Another individual finance platform GuiaBolso offers comprehensive data on a buyer’s funds to aid them in money related choices. Here, users can manage bank accounts and credit cards seamlessly without any hassle. With the graphical representation of spending information, the app also offers some tips for budgetary improvement. Besides, it sends the financial data to banks and facilitates loans for individuals deprived of any access to credit.
Apart from offering financial literacy applications for adults, Latin American fintech startups are focusing on educating children. The game application of financial literacy ALFI provides financial education for youth by teaching them different concepts like interest rate, profitability, inflation, and risk assessment. This app has over 10,000 users across Peru, Argentina, Chile, Colombia, and Mexico. Besides, in 2019, it won BBVA’s Open Talent Perú.
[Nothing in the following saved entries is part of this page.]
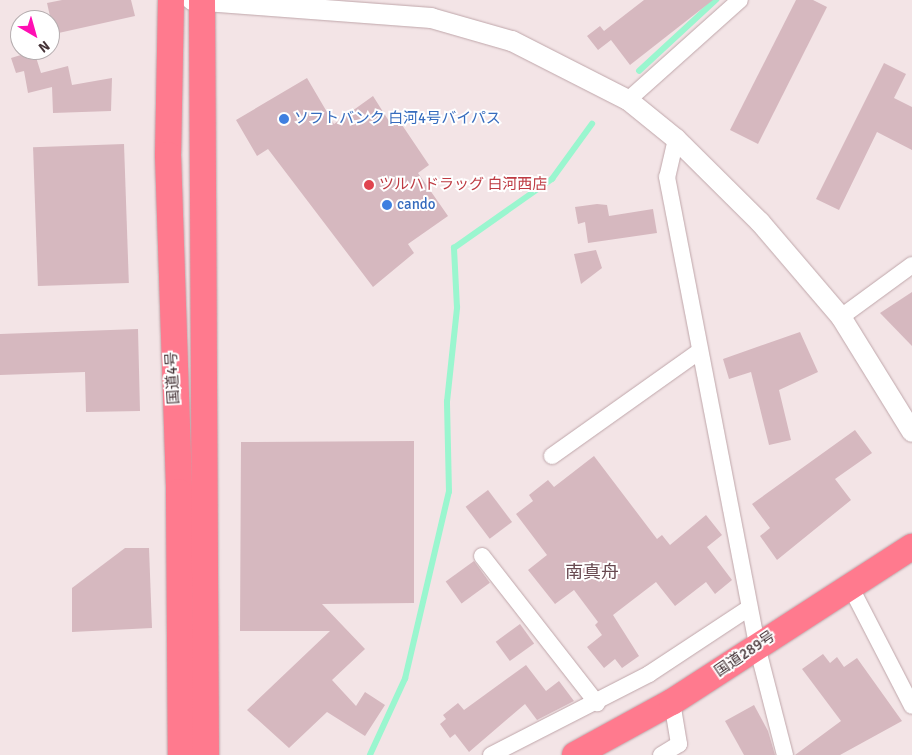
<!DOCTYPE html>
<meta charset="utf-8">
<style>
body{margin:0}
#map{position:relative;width:912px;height:755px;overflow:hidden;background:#f3e4e6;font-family:Signika,"Noto Sans JP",sans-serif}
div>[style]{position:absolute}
.stream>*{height:5.5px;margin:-2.75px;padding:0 2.75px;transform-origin:2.75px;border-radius:2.75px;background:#9af6cf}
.building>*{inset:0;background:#d6b8bf;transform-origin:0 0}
.roads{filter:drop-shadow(0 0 1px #bfa6aa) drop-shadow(0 0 1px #bfa6aa)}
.minor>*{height:16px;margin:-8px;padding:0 8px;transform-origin:8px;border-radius:8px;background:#fff}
.tertiary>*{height:20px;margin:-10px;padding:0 10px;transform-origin:10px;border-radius:10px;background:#fff}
.trunk>*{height:26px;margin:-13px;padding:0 13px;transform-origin:13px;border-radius:13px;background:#ff7a8e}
.dots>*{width:14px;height:14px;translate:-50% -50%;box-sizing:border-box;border:2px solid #fff;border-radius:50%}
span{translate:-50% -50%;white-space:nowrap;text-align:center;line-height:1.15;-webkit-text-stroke:4px #fff;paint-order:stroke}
.shop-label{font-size:15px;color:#366cbe}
.left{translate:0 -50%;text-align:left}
.health-label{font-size:15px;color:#be3a42}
.street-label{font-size:15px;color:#463337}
.quarter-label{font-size:18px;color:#694a51}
.north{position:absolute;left:10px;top:10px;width:50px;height:50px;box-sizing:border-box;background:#fff;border:1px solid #b5adaf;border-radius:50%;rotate:142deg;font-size:14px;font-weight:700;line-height:20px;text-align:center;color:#463337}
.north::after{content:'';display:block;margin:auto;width:18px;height:22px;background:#ff0fb3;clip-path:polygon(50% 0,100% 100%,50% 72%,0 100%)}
</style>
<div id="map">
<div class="stream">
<div style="left:639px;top:71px;width:105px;rotate:-42.7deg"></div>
<div style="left:370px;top:755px;width:84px;rotate:-65.3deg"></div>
<div style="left:405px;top:679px;width:192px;rotate:-76.8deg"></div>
<div style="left:449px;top:492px;width:90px;rotate:-91.3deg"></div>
<div style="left:447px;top:402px;width:95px;rotate:-83.9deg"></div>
<div style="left:457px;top:308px;width:60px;rotate:-92.9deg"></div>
<div style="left:454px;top:248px;width:120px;rotate:-35.1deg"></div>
<div style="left:552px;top:179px;width:68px;rotate:-54deg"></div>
</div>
<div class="building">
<div style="clip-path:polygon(62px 0,131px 0,135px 16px,54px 34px,47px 3px)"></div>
<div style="clip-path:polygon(644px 0,713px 0,630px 65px,611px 40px,598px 50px,587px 36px,600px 26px,604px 31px)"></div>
<div style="clip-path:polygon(796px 0,813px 0,827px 7px,758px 144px,730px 130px)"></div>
<div style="clip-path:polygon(34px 51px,41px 73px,68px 66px,72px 85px,112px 78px,111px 111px,53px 113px,52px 87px,28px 93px,24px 71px,16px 73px,11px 58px)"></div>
<div style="clip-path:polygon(884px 63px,906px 74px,894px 98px,912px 107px,912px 150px,877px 132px,839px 210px,816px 199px)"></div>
<div style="clip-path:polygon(307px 78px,334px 124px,373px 96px,392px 126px,398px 119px,429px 165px,418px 173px,448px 216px,408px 244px,414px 253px,373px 287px,268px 149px,257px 156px,236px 120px)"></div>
<div style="left:124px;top:144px;width:139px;height:91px;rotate:88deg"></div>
<div style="clip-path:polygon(597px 204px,607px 205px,609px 216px,653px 209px,657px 233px,588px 243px,585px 222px,578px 224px,575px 207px)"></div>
<div style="clip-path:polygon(596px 250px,602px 268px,581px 284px,574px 254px)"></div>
<div style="clip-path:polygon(912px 292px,912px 346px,880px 313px)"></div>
<div style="clip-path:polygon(138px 329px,140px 411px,86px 412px,85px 372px,0 375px,0 334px)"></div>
<div style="clip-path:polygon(800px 332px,818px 372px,779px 390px,791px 440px,769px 445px,751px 372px,729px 379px,723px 359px)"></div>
<div style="clip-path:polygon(855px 430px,872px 453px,835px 479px,851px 500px,777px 560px,760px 536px,770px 528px,752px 504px)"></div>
<div style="clip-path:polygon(414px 441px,414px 603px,322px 604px,365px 649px,332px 680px,356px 706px,365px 692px,385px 705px,365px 736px,327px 712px,289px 748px,247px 710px,330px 631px,240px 631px,241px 442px)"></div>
<div style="clip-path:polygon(594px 456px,657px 539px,662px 535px,670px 545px,706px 515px,722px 535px,707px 547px,732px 580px,715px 594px,706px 582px,675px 606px,656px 582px,613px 615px,639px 656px,622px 668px,615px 659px,604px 668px,587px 647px,602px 635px,595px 625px,598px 622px,574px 590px,555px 604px,528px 570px,547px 555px,516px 514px,533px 501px,529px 495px,548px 480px,554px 487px)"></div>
<div style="left:488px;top:490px;width:40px;height:28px;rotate:53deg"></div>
<div style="clip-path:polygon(125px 548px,149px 548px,152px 628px,72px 632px,72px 588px)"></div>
<div style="left:474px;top:561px;width:27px;height:35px;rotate:54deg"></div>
<div style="left:520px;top:624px;width:24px;height:30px;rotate:54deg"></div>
<div style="clip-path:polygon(823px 654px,830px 663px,837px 657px,844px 667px,857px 658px,902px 721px,840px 755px,795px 755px,841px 721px,802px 669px)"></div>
<div style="clip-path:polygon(526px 665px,546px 691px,559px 681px,574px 701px,537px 720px,525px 704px,469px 752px,455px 734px,450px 738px,440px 724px,446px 719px,443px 715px,458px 703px,464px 710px)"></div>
<div style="clip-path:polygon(754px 705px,768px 731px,775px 755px,744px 755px,725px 721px)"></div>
</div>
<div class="roads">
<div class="minor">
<div style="left:628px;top:100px;width:150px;rotate:-41.8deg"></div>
<div style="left:676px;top:139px;width:39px;rotate:103deg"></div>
<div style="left:667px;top:177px;width:478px;rotate:79.1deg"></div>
<div style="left:757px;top:646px;width:113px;rotate:75.6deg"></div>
<div style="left:841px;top:317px;width:88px;rotate:-36.2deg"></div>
<div style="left:552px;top:456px;width:181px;rotate:-35.4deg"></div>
<div style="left:482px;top:556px;width:187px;rotate:52deg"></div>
<div style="left:849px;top:584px;width:137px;rotate:62.7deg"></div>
<div style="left:491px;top:755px;width:178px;rotate:-27.1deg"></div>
<div style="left:649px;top:674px;width:120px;rotate:-33.4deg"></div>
<div style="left:661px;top:755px;width:21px;rotate:-31deg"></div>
<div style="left:679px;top:744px;width:43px;rotate:-99.5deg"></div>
</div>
<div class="tertiary">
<div style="left:192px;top:0;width:240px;rotate:4.3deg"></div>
<div style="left:431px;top:18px;width:84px;rotate:15.9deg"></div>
<div style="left:512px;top:41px;width:130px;rotate:27deg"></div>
<div style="left:628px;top:100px;width:62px;rotate:39.1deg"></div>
<div style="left:676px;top:139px;width:118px;rotate:44.7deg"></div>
<div style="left:760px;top:222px;width:125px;rotate:49.5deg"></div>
<div style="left:841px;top:317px;width:135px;rotate:58.3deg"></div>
</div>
<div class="trunk">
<div style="left:171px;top:0;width:155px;rotate:91.1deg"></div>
<div style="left:168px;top:155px;width:337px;rotate:88.1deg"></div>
<div style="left:179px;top:492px;width:263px;rotate:89.6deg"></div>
<div style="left:202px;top:0;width:755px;rotate:89.7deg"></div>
<div style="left:575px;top:755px;width:111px;rotate:-28.7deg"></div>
<div style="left:672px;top:702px;width:286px;rotate:-32.9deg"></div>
</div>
</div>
<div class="dots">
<div style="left:284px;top:119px;background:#3f7fe0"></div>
<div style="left:369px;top:185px;background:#e0444e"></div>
<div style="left:387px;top:205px;background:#3f7fe0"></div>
</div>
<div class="shop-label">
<span class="left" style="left:294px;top:119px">ソフトバンク 白河4号バイパス</span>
<span class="left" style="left:397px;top:205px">cando</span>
</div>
<div class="health-label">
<span class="left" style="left:379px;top:185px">ツルハドラッグ 白河西店</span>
</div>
<div class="street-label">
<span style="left:173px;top:378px;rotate:-93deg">国道4号</span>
<span style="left:745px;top:654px;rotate:-34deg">国道289号</span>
</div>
<div class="quarter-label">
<span style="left:592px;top:572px">南真舟</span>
</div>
<div class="north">N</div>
</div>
Another fintech startup, by name Mozper, provides a debit card and a digital platform for kids. Parents can send money to their kids using this platform and set rules alongside on how to spend it. Parents are also provided with an ability to edit, approve, or deny transactions, and guide children’s with their financial decisions. The firm has lately closed a pre-seed subsidizing round of $770,000, which is intended to be utilized on product advancement and a pilot discharge for over 3,500 guardians who are on the waiting list for this debit card.
With these applications, fintechs are closing the financial literacy gap in Latin America. By educating the adults and youths of this region, the startups are helping them with the responsible financial decision-making process. This is said to enhance financial inclusion in this region, and help drive the economic and social cause.